- [WHAT YOU WILL DO]:
Images should be omitted while the rest of the data is duplicated exactly.
[SOURCE DATA Boundary: Start]
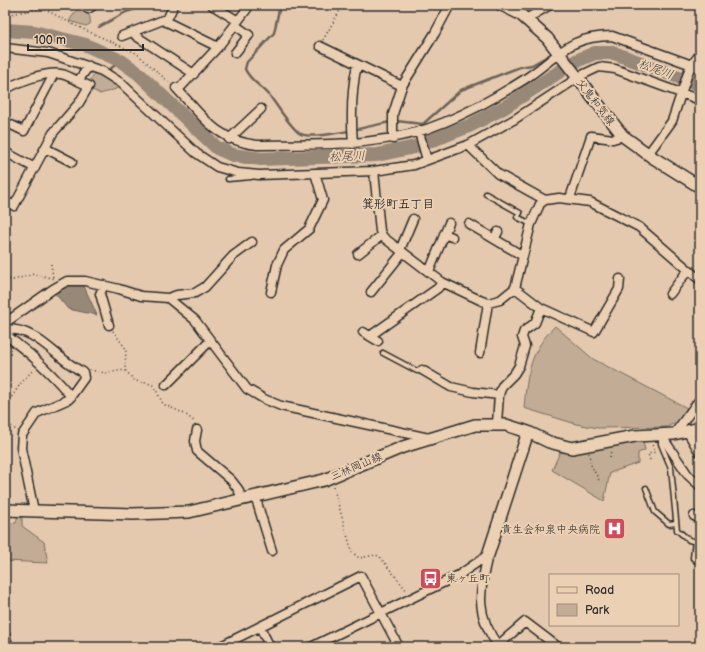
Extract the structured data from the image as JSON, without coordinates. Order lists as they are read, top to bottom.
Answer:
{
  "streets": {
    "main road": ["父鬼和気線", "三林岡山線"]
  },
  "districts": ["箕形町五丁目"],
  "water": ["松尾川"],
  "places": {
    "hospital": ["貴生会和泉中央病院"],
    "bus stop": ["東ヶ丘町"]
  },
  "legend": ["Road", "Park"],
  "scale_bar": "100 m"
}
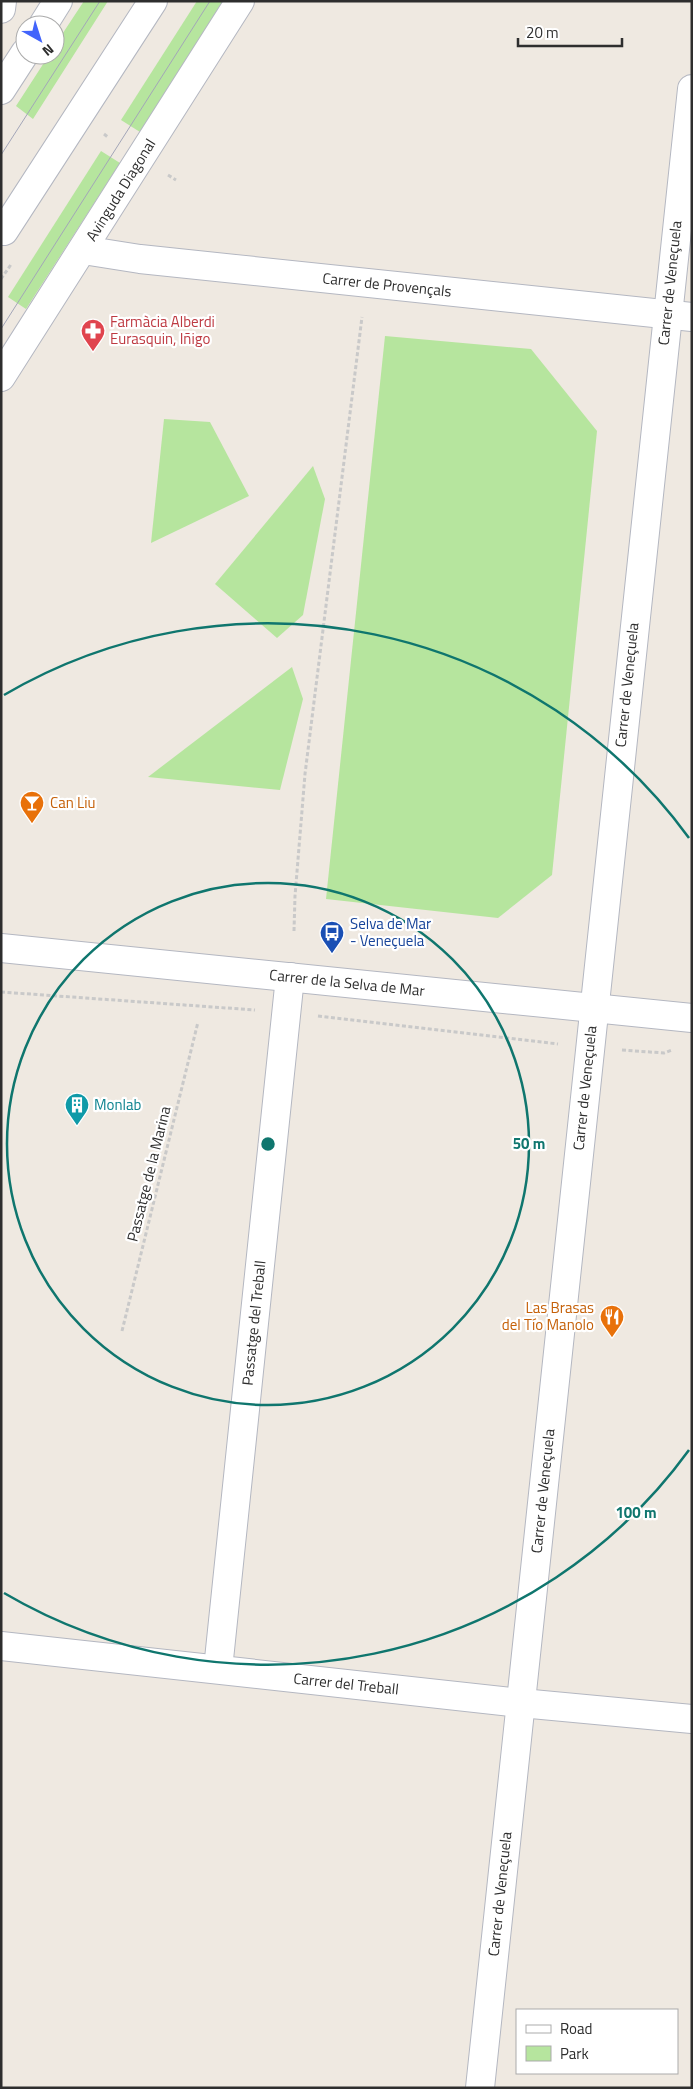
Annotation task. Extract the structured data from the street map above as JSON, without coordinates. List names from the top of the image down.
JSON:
[SOURCE DATA Boundary: End]
- [ANSWER BOX]:
Extract the structured data from the image as JSON, without coordinates. Order lists as they are read, top to bottom.
Answer:
{
  "streets": {
    "main road": ["父鬼和気線", "三林岡山線"]
  },
  "districts": ["箕形町五丁目"],
  "water": ["松尾川"],
  "places": {
    "hospital": ["貴生会和泉中央病院"],
    "bus stop": ["東ヶ丘町"]
  },
  "legend": ["Road", "Park"],
  "scale_bar": "100 m"
}
Annotation task. Extract the structured data from the street map above as JSON, without coordinates. List names from the top of the image down.
JSON:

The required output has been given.